In Andre Nicolas's first example, $X^2+X=0\binom{X}{0}+2\binom{X}{1}+2\binom{X}{2}$ so that $\gcd(0,2,2)=2$ is the gcd of all $k^2+k$ with $k\in\mathbb{Z}$. For the second one, $X^3-X=0\binom{X}{0}+0\binom{X}{1}+6\binom{x}{2}+6\binom{X}{3}$ so that $\gcd(0,0,6,6)=6$ is the gcd of all $k^3-k$ with $k\in\mathbb{Z}$.

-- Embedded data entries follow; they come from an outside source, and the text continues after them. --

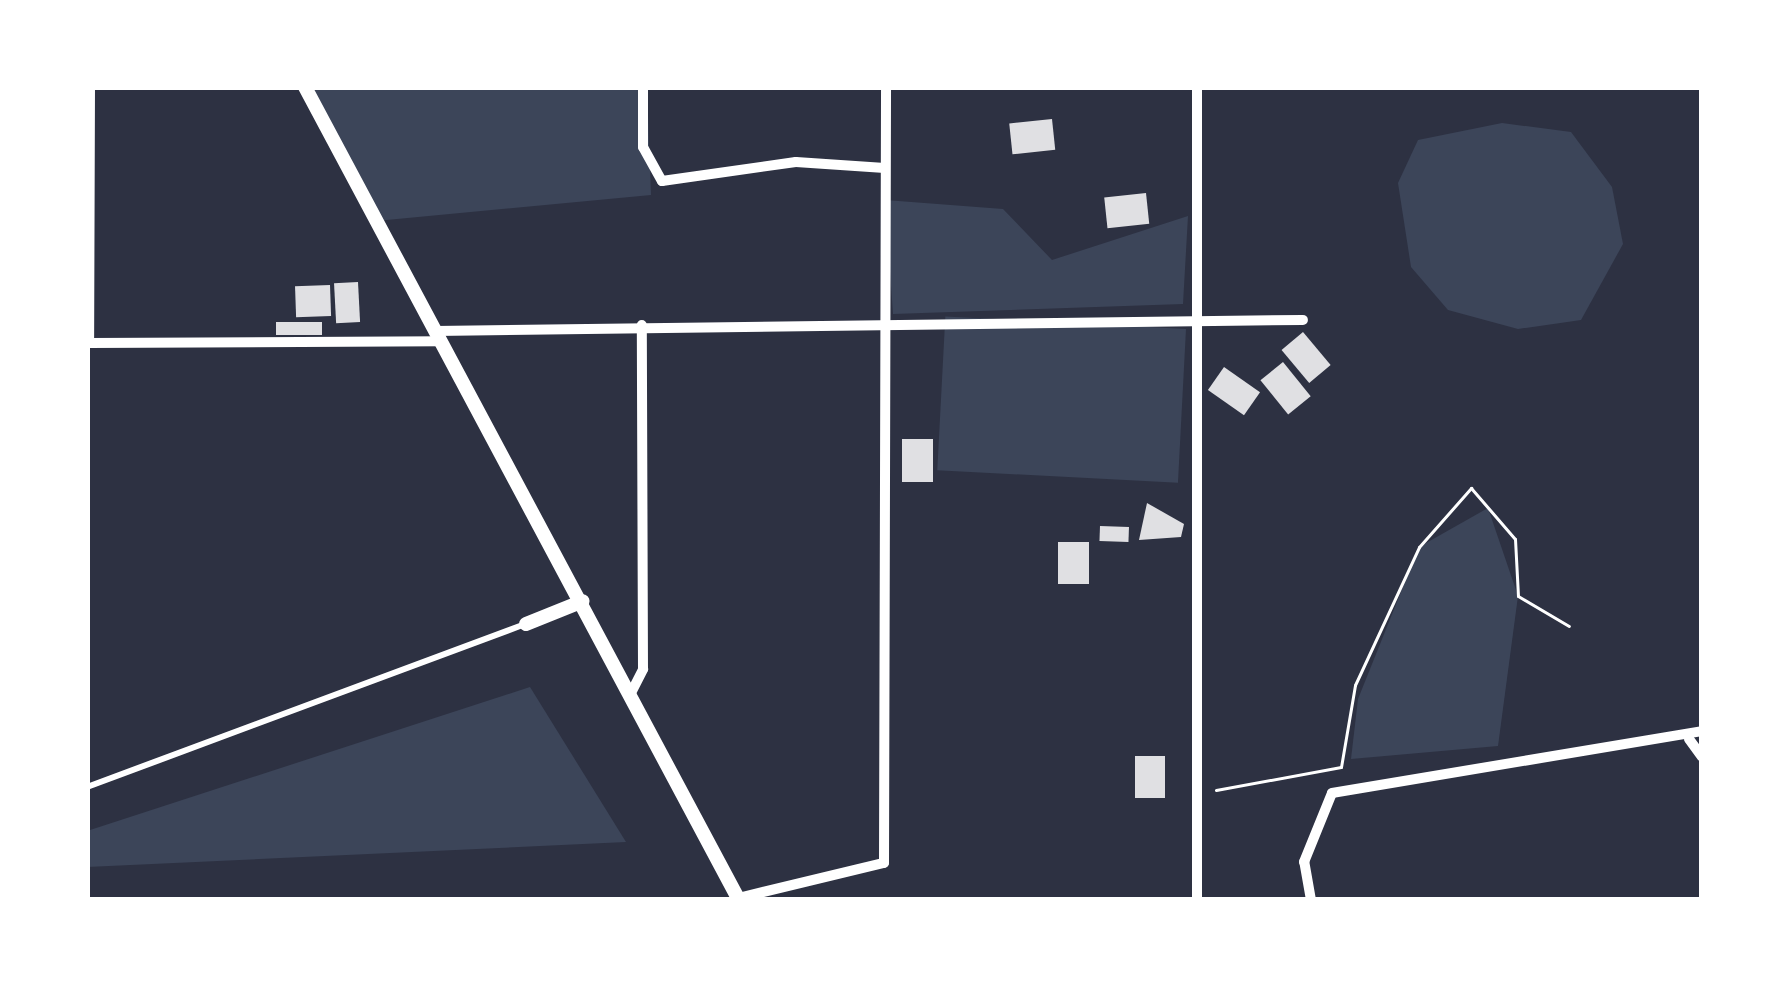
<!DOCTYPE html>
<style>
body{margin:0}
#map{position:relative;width:1789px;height:987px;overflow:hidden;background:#2d3142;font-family:"DM Sans",sans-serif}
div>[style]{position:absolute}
.green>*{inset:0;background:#3c4559;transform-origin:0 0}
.building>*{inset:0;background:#e0e0e3;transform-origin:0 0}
.path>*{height:3px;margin:-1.5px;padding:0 1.5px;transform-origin:1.5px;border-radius:1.5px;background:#fff}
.service>*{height:6px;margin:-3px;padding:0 3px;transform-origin:3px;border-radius:3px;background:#fff}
.minor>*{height:10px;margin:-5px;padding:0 5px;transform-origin:5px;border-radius:5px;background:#fff}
.tertiary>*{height:14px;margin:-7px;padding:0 7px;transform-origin:7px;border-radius:7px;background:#fff}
span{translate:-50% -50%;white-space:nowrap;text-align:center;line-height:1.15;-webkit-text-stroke:12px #fff;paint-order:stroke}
.frame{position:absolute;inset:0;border:90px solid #fff;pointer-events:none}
</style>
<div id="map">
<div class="green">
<div style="clip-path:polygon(305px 87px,647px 87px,651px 195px,376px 221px)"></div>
<div style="clip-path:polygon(1502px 123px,1571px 132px,1612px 187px,1623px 244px,1581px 320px,1518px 329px,1448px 310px,1411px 267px,1398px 183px,1418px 140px)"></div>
<div style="clip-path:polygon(885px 200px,1003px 209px,1052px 260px,1188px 216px,1183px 304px,893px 314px)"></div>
<div style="left:1186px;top:329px;width:154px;height:241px;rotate:93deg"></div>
<div style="clip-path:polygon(1488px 508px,1518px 596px,1498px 746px,1351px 759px,1358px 699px,1419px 547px)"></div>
<div style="clip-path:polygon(530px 687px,626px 842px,87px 867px,87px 831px)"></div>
</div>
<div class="building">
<div style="left:1052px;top:119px;width:31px;height:43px;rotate:84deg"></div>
<div style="left:1146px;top:193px;width:31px;height:42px;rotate:84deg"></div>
<div style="left:358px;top:282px;width:40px;height:24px;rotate:87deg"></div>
<div style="left:330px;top:285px;width:31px;height:35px;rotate:88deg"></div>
<div style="left:322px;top:322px;width:13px;height:46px;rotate:90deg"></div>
<div style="left:1303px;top:332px;width:43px;height:28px;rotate:50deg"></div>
<div style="left:1283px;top:362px;width:44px;height:29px;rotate:51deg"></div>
<div style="left:1224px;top:367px;width:44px;height:28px;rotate:35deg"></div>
<div style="left:902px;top:439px;width:31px;height:43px"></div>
<div style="clip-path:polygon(1147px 503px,1184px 524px,1181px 537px,1139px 540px)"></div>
<div style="left:1100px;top:526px;width:29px;height:15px;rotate:2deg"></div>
<div style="left:1058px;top:542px;width:31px;height:42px"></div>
<div style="left:1135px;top:756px;width:30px;height:42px"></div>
</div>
<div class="path">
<div style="left:1216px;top:790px;width:127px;rotate:-10.4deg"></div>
<div style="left:1341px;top:767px;width:83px;rotate:-80.3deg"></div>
<div style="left:1355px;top:685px;width:152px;rotate:-65.1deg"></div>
<div style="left:1419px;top:547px;width:79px;rotate:-48.6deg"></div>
<div style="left:1471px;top:488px;width:67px;rotate:49.2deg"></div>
<div style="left:1515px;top:539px;width:57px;rotate:87deg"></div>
<div style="left:1518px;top:596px;width:59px;rotate:30.5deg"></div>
</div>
<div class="service">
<div style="left:87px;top:787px;width:464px;rotate:-20.4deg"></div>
</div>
<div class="minor">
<div style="left:90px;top:87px;width:256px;rotate:90.2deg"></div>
<div style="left:89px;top:343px;width:352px;rotate:-0.3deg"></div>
<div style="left:643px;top:87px;width:60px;rotate:90deg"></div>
<div style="left:643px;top:147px;width:39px;rotate:61deg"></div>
<div style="left:662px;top:181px;width:135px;rotate:-8.1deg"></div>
<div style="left:796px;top:162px;width:89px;rotate:3.9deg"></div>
<div style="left:1197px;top:87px;width:813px;rotate:90deg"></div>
<div style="left:435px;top:331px;width:868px;rotate:-0.73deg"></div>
<div style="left:631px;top:693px;width:27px;rotate:-63deg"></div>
<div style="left:643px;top:669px;width:344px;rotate:-90.2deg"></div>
<div style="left:1689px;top:739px;width:22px;rotate:54deg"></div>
<div style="left:738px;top:898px;width:150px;rotate:-13.5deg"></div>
<div style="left:884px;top:863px;width:776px;rotate:-89.85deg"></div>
<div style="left:1311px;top:900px;width:39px;rotate:-100deg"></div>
<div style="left:1304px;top:862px;width:74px;rotate:-67.9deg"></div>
<div style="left:1332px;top:793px;width:375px;rotate:-9.5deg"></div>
</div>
<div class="tertiary">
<div style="left:305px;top:87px;width:922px;rotate:61.91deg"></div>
<div style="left:526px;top:624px;width:61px;rotate:-22deg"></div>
</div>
<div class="frame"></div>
</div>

I believe that this is also true. Let $S$ be an infinite subset of $\mathbb{Z}$ such that, for every prime $p\in\mathbb{N}$, integer $r>0$, and $j\in\left\{0,1,2,\ldots,p^r-1\right\}$, there exists $s\in S$ such that $s\equiv j\pmod{p^r}$. Then, $\tilde{C}(f)$ is also the gcd of all $f(k)$ for $k\in S$.

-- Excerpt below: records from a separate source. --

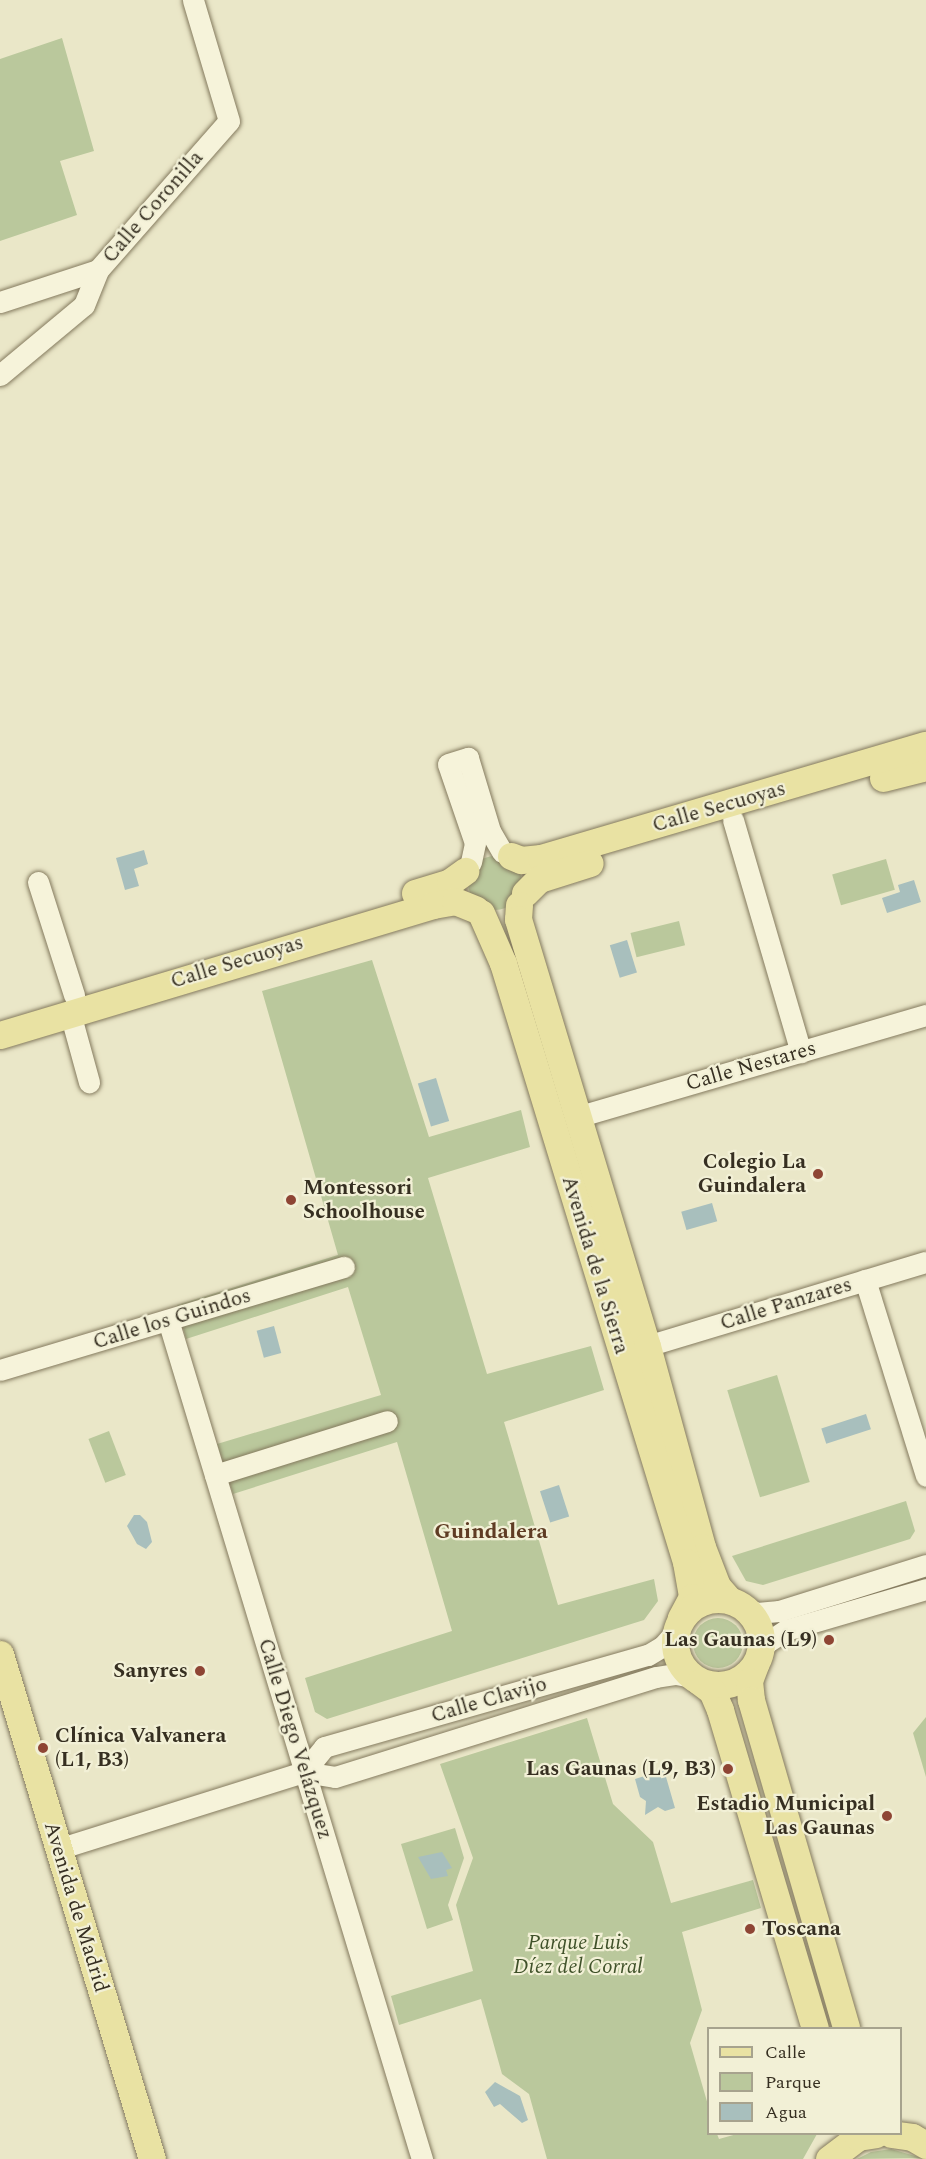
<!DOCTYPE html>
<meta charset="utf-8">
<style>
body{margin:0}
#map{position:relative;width:926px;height:2159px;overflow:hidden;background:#eae7c8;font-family:Spectral,serif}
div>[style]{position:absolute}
.green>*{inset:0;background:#bac89c;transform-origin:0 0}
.round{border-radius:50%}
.water>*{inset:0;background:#a8bfbd;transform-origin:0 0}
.roads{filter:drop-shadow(0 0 2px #847a5e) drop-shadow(0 0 2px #847a5e)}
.minor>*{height:21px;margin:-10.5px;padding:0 10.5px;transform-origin:10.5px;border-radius:10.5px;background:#f6f3da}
.major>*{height:27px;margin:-13.5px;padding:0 13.5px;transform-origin:13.5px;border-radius:13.5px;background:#e9e2a3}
.major>.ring{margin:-13.5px;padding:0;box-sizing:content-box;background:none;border:27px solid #e9e2a3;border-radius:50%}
.dots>*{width:16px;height:16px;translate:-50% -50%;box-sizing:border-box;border:3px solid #f2f0d6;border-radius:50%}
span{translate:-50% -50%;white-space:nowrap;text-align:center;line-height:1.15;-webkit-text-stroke:4.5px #f2f0d6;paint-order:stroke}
.street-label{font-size:21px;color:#362f21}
.poi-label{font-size:21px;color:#362f21;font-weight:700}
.right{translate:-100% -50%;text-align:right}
.left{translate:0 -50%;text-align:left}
.park-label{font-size:21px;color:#3f5129;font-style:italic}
.neighbourhood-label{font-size:22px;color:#5f3c24;font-weight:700}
.legend{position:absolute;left:707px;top:2027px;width:195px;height:108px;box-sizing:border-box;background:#f2f0d6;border:2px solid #a7a38e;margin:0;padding:8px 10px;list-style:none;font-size:18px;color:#362f21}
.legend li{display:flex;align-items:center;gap:12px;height:30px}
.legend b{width:30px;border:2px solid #a7a38e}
</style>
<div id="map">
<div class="green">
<i style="clip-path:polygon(62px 38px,94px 151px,60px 161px,77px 215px,0 241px,0 59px)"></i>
<i class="round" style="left:468px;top:856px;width:54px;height:54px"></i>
<i style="left:886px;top:859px;width:32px;height:56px;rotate:74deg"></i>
<i style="left:679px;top:921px;width:25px;height:50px;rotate:76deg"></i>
<i style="clip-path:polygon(372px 960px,429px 1137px,521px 1110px,530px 1147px,428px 1178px,487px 1374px,591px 1346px,604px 1390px,504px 1422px,558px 1605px,654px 1579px,658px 1601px,644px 1620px,327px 1719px,315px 1712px,305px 1678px,452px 1631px,397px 1442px,233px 1494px,217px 1444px,381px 1395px,348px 1287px,186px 1339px,177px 1305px,338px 1255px,262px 991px)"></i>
<i style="left:777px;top:1375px;width:112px;height:52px;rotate:73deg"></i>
<i style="left:109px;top:1431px;width:47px;height:22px;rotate:69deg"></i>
<i style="clip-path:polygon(906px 1501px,915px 1531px,910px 1539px,763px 1585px,746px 1581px,732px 1556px)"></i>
<i class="round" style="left:693px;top:1618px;width:50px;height:50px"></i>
<i style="clip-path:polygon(926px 1717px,926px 1777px,913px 1733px)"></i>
<i style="clip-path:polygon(587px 1718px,613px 1804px,653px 1842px,671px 1903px,753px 1880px,761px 1908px,682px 1932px,702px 2010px,690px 2043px,708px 2105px,708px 2134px,717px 2134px,719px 2139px,737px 2134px,817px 2134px,803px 2159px,547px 2159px,529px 2094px,502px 2074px,481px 1999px,399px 2025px,391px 1996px,473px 1971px,456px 1905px,473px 1858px,440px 1764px)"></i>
<i style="clip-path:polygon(455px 1828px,464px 1858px,448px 1905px,453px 1920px,427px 1929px,401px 1844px)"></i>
<i style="clip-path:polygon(891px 2149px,922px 2158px,857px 2159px,871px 2152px)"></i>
</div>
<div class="water">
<i style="clip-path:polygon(144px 850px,148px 864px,134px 869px,139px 886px,125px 890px,116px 858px)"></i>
<i style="clip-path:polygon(914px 880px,921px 902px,887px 913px,882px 898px,900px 892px,898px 885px)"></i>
<i style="left:627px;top:940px;width:34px;height:18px;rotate:73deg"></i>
<i style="left:436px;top:1078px;width:45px;height:19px;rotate:73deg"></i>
<i style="left:712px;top:1203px;width:19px;height:32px;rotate:74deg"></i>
<i style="left:274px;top:1326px;width:28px;height:18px;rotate:75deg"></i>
<i style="left:866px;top:1414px;width:16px;height:47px;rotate:72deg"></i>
<i style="left:559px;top:1485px;width:33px;height:20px;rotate:72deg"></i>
<i style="clip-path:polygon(134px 1515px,140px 1515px,147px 1522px,152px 1542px,146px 1549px,137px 1544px,127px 1526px)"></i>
<i style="clip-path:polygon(664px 1770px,675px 1808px,665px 1811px,658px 1807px,645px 1815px,646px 1801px,640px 1797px,635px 1779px)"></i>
<i style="clip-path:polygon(442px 1852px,452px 1868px,446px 1870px,448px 1876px,431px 1879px,418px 1857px)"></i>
<i style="clip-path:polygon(495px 2082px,520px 2096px,528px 2120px,522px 2123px,500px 2104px,494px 2107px,485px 2092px)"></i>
</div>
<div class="roads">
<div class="minor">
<i style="left:0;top:302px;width:103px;rotate:-18.1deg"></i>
<i style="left:98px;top:270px;width:198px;rotate:-48.7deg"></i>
<i style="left:229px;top:121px;width:126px;rotate:-106.6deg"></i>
<i style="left:0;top:375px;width:109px;rotate:-39.8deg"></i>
<i style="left:84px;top:305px;width:38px;rotate:-68deg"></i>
<i style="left:733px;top:820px;width:242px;rotate:73.7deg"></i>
<i style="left:471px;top:862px;width:19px;rotate:-78deg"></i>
<i style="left:475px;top:843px;width:83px;rotate:-108.9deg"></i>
<i style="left:448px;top:764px;width:21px;rotate:-17deg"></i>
<i style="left:468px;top:758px;width:76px;rotate:73.2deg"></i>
<i style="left:490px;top:831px;width:24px;rotate:60deg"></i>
<i style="left:38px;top:882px;width:119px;rotate:72.3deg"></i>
<i style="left:70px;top:1013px;width:72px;rotate:74.6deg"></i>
<i style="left:577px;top:1117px;width:364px;rotate:-16.3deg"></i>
<i style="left:865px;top:1280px;width:205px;rotate:72.7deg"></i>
<i style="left:168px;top:1320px;width:877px;rotate:73.16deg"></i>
<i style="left:647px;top:1346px;width:291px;rotate:-16.8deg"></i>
<i style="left:0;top:1370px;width:359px;rotate:-16.7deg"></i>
<i style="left:215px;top:1475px;width:180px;rotate:-17.4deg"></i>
<i style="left:744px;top:1607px;width:14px;rotate:25deg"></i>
<i style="left:757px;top:1613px;width:22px;rotate:-5deg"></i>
<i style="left:779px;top:1611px;width:154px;rotate:-17.4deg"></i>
<i style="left:760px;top:1654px;width:13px;rotate:-61deg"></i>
<i style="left:766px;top:1643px;width:24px;rotate:-33deg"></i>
<i style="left:786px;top:1630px;width:146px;rotate:-16.3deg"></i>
<i style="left:304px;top:1772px;width:32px;rotate:-51deg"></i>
<i style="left:324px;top:1747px;width:337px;rotate:-15.9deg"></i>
<i style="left:648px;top:1655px;width:17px;rotate:-31deg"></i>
<i style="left:663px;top:1646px;width:20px;rotate:-49deg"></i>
<i style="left:58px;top:1849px;width:258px;rotate:-17.4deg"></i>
<i style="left:304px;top:1772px;width:31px;rotate:9deg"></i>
<i style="left:335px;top:1777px;width:336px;rotate:-17.3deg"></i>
<i style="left:656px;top:1677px;width:20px;rotate:-9deg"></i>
<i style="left:676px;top:1674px;width:16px;rotate:11deg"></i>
</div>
<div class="major">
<i style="left:883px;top:778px;width:44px;rotate:-14.3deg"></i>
<i style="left:511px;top:856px;width:11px;rotate:22deg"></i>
<i style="left:521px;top:860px;width:20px;rotate:-6deg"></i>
<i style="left:541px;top:858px;width:401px;rotate:-16.4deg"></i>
<i style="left:415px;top:893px;width:37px;rotate:-17deg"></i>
<i style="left:450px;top:882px;width:19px;rotate:-36deg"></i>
<i style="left:525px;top:893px;width:20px;rotate:-45deg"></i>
<i style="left:539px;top:879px;width:53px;rotate:-17.4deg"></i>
<i style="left:519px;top:905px;width:14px;rotate:94deg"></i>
<i style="left:518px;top:919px;width:446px;rotate:73.2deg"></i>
<i style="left:647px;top:1346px;width:208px;rotate:74.7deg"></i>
<i style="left:702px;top:1547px;width:42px;rotate:69deg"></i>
<i style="left:717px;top:1586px;width:18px;rotate:49deg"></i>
<i style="left:481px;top:913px;width:55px;rotate:66.3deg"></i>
<i style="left:503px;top:963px;width:626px;rotate:73.01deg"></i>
<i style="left:686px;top:1562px;width:36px;rotate:80deg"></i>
<i style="left:692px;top:1597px;width:24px;rotate:118deg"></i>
<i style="left:0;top:1035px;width:452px;rotate:-16.7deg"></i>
<i style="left:433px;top:905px;width:22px;rotate:-10deg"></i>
<i style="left:455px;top:901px;width:22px;rotate:22deg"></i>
<i class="ring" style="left:675px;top:1599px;width:59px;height:59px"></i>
<i style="left:0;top:1654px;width:527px;rotate:73.25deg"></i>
<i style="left:755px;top:1665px;width:17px;rotate:111deg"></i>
<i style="left:749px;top:1681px;width:19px;rotate:84deg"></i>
<i style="left:751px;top:1700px;width:341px;rotate:73.8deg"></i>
<i style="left:700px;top:1682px;width:15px;rotate:37deg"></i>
<i style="left:712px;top:1691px;width:21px;rotate:67deg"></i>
<i style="left:720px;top:1710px;width:332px;rotate:73.4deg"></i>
<i style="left:891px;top:2134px;width:21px;rotate:8deg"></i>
<i style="left:912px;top:2137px;width:16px;rotate:30deg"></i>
<i style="left:829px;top:2159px;width:36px;rotate:-37deg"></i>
<i style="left:858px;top:2137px;width:18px;rotate:-9deg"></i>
</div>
</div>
<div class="dots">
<i style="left:818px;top:1174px;background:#8e4534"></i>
<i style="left:291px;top:1200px;background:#8e4534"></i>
<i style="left:829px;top:1640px;background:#8e4534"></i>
<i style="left:200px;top:1671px;background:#8e4534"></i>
<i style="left:43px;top:1748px;background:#8e4534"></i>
<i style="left:728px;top:1769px;background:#8e4534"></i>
<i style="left:887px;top:1816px;background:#8e4534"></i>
<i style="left:750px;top:1929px;background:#8e4534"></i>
</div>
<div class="street-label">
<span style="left:153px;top:207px;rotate:-49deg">Calle Coronilla</span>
<span style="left:719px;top:807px;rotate:-16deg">Calle Secuoyas</span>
<span style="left:237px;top:962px;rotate:-17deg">Calle Secuoyas</span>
<span style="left:751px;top:1066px;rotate:-16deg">Calle Nestares</span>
<span style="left:595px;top:1265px;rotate:73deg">Avenida de la Sierra</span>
<span style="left:786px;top:1304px;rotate:-17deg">Calle Panzares</span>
<span style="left:172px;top:1319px;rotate:-17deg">Calle los Guindos</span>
<span style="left:489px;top:1700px;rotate:-16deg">Calle Clavijo</span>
<span style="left:295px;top:1739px;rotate:73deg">Calle Diego Velázquez</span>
<span style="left:76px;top:1907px;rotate:73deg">Avenida de Madrid</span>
</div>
<div class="poi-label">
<span class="right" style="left:806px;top:1174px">Colegio La<br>Guindalera</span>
<span class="left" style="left:303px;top:1200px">Montessori<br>Schoolhouse</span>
<span class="right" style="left:817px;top:1640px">Las Gaunas (L9)</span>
<span class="right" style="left:188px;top:1671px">Sanyres</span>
<span class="left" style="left:55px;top:1748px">Clínica Valvanera<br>(L1, B3)</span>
<span class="right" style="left:716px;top:1769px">Las Gaunas (L9, B3)</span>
<span class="right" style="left:875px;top:1816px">Estadio Municipal<br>Las Gaunas</span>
<span class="left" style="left:762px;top:1929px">Toscana</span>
</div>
<div class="park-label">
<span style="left:578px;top:1955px">Parque Luis<br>Díez del Corral</span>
</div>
<div class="neighbourhood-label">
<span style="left:491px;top:1532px">Guindalera</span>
</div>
<ul class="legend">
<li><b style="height:8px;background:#e9e2a3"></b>Calle</li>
<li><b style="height:16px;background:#bac89c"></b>Parque</li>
<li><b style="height:16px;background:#a8bfbd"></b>Agua</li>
</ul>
</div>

Why do I need the ridiculous requirement on $S$? First, it is clear that $S$ should be infinite for the gcd to be established for every integer-valued polynomial in $\mathbb{Q}[X]$. Then, it follows that, for any $j\in\mathbb{Z}$, $\gcd(S-j)=1$, otherwise $f(X)=X-j$ is a counterexample. This implies that $\gcd(S-S)=1$. However, this is still not enough (originally, I thought $\gcd(S-S)=1$ would be sufficient as mentioned in some of the comments below). If there exist a prime $p\in\mathbb{N}$, an integer $r>0$, and $j\in\left\{0,1,2,\ldots,p^r-1\right\}$ such that $s\not\equiv j\pmod{p^r}$ for all $s\in S$, then we may assume that $j=p^r-1$ and consider $f(X)=\binom{X}{p^r-1}$. In this case, $\tilde{C}(f)=1$ but it is easily seen by Lucas's Theorem that $p$ divides $f(k)$ for all $k\in S$. Hence, $s\equiv j\pmod{p^r}$ must have a solution $s\in S$ in order to satisfy the condition that $\tilde{C}(f)$ is the gcd of $f(k)$ for $k\in S$.